The terms ideographs or ideograms may be misleading, since the Chinese script is not strictly a picture writing system.
Historically, Vietnam used Chinese ideographs too, so sometimes the abbreviation "CJKV" is used. This system was replaced by the Latin-based Vietnamese alphabet in the 1920s.
The basic block named CJK Unified Ideographs (4E00–9FFF) contains 20,950 basic Chinese characters in the range U+4E00 through U+9FD5. The block not only includes characters used in the Chinese writing system but also kanji used in the Japanese writing system and hanja, whose use is diminishing in Korea. Many characters in this block are used in all three writing systems, while others are in only one or two of the three. Chinese characters were also used in Vietnam's Nôm script (now obsolete). The first 20,902 characters in the block are arranged according to the Kangxi Dictionary ordering of radicals. In this system the characters written with the fewest strokes are listed first. The remaining characters were added later, and so are not in radical order.

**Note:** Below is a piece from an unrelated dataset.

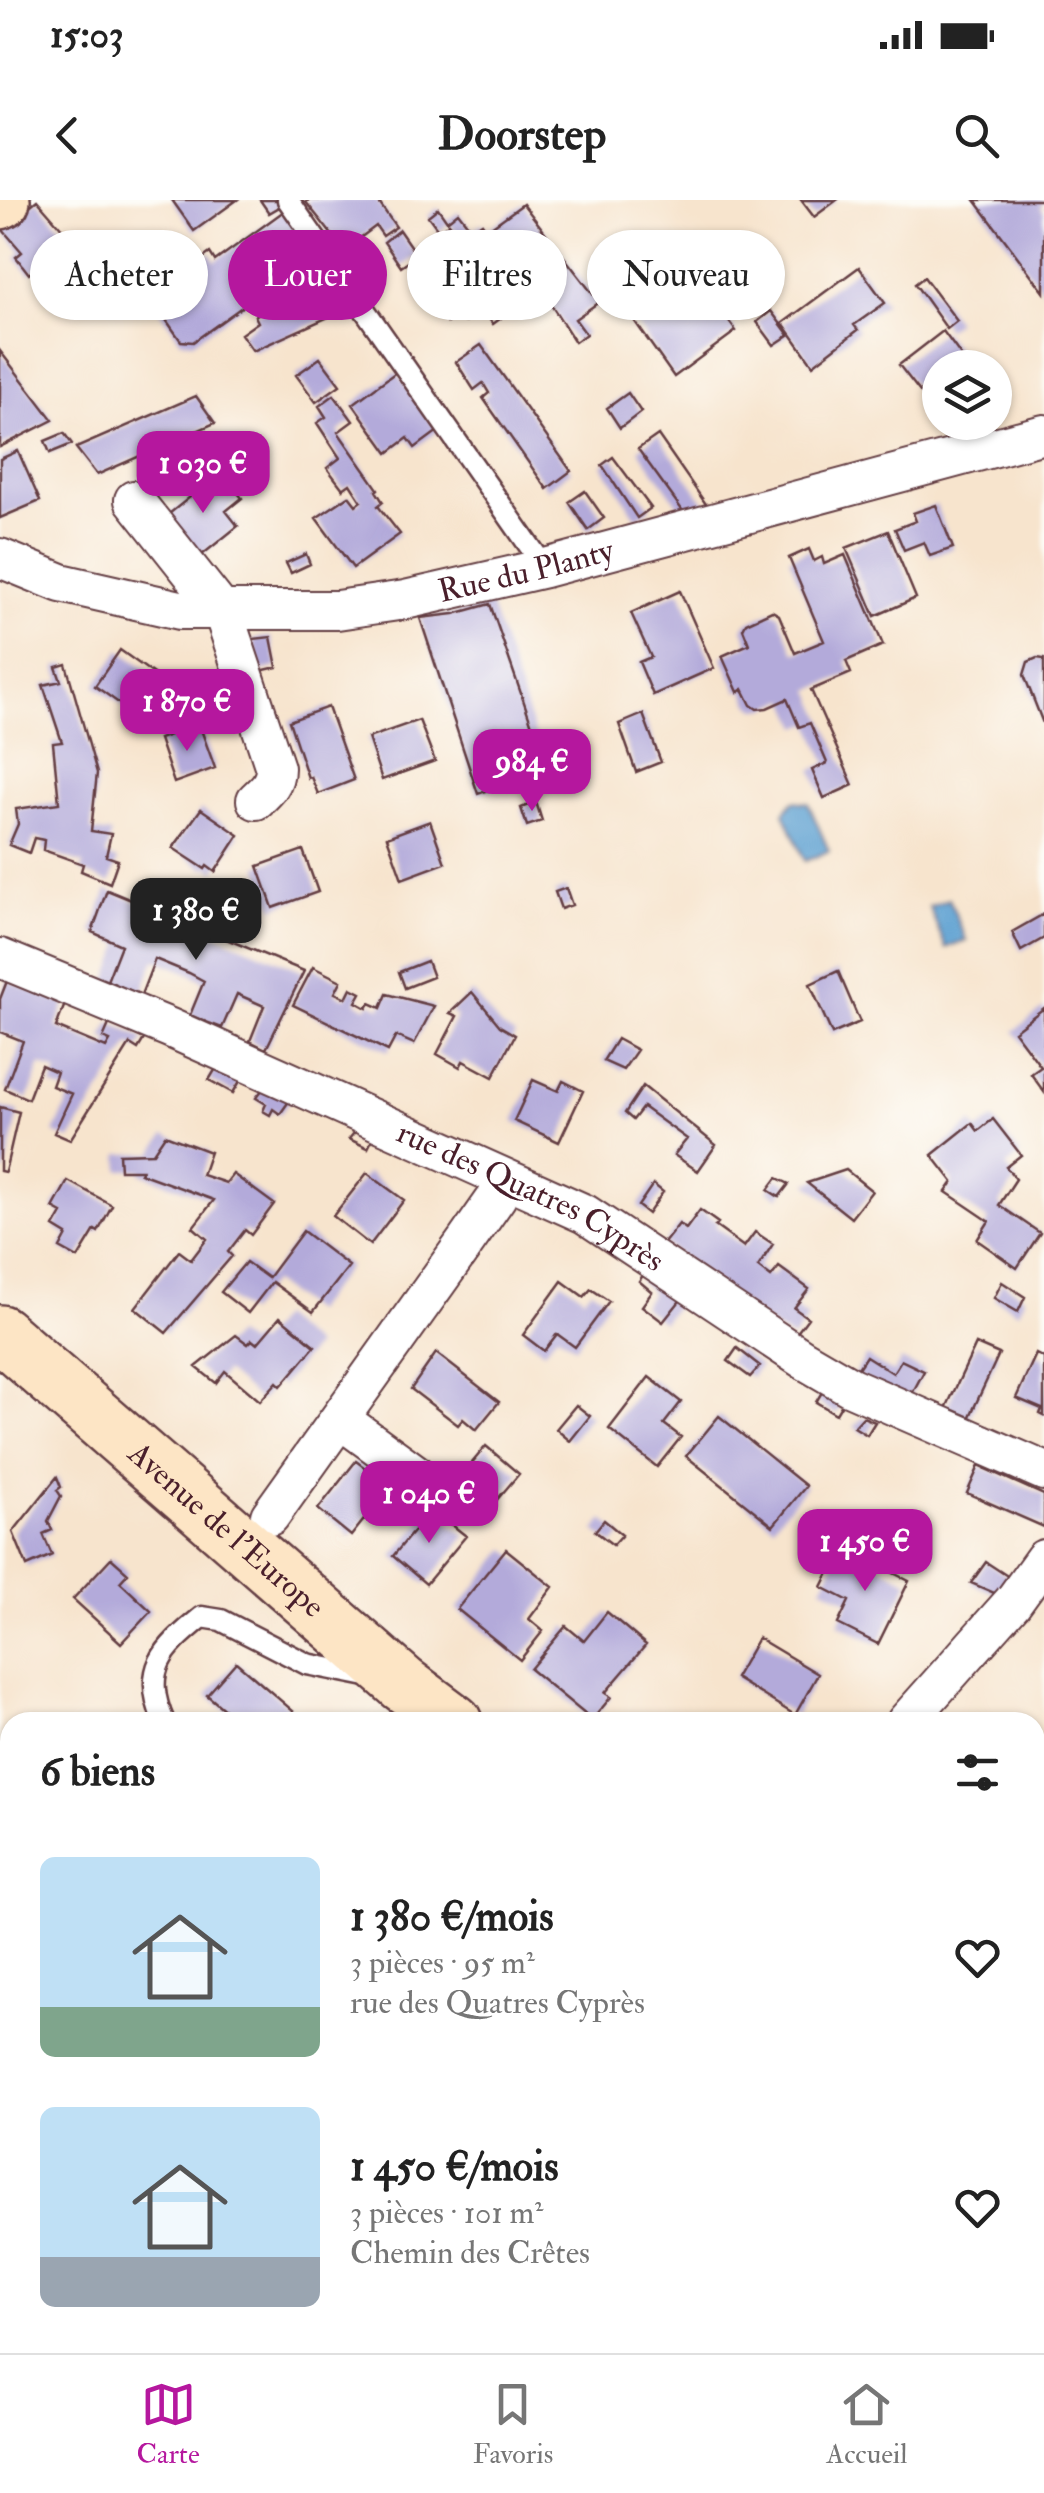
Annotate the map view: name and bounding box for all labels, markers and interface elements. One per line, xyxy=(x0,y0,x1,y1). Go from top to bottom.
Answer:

The block is the result of Han unification, which was somewhat controversial in the Far East. Since Chinese, Japanese and Korean characters were coded in the same location, the appearance of a selected glyph could depend on the particular font being used. However, the source separation rule states that characters encoded separately in an earlier character set would remain separate in the new Unicode encoding.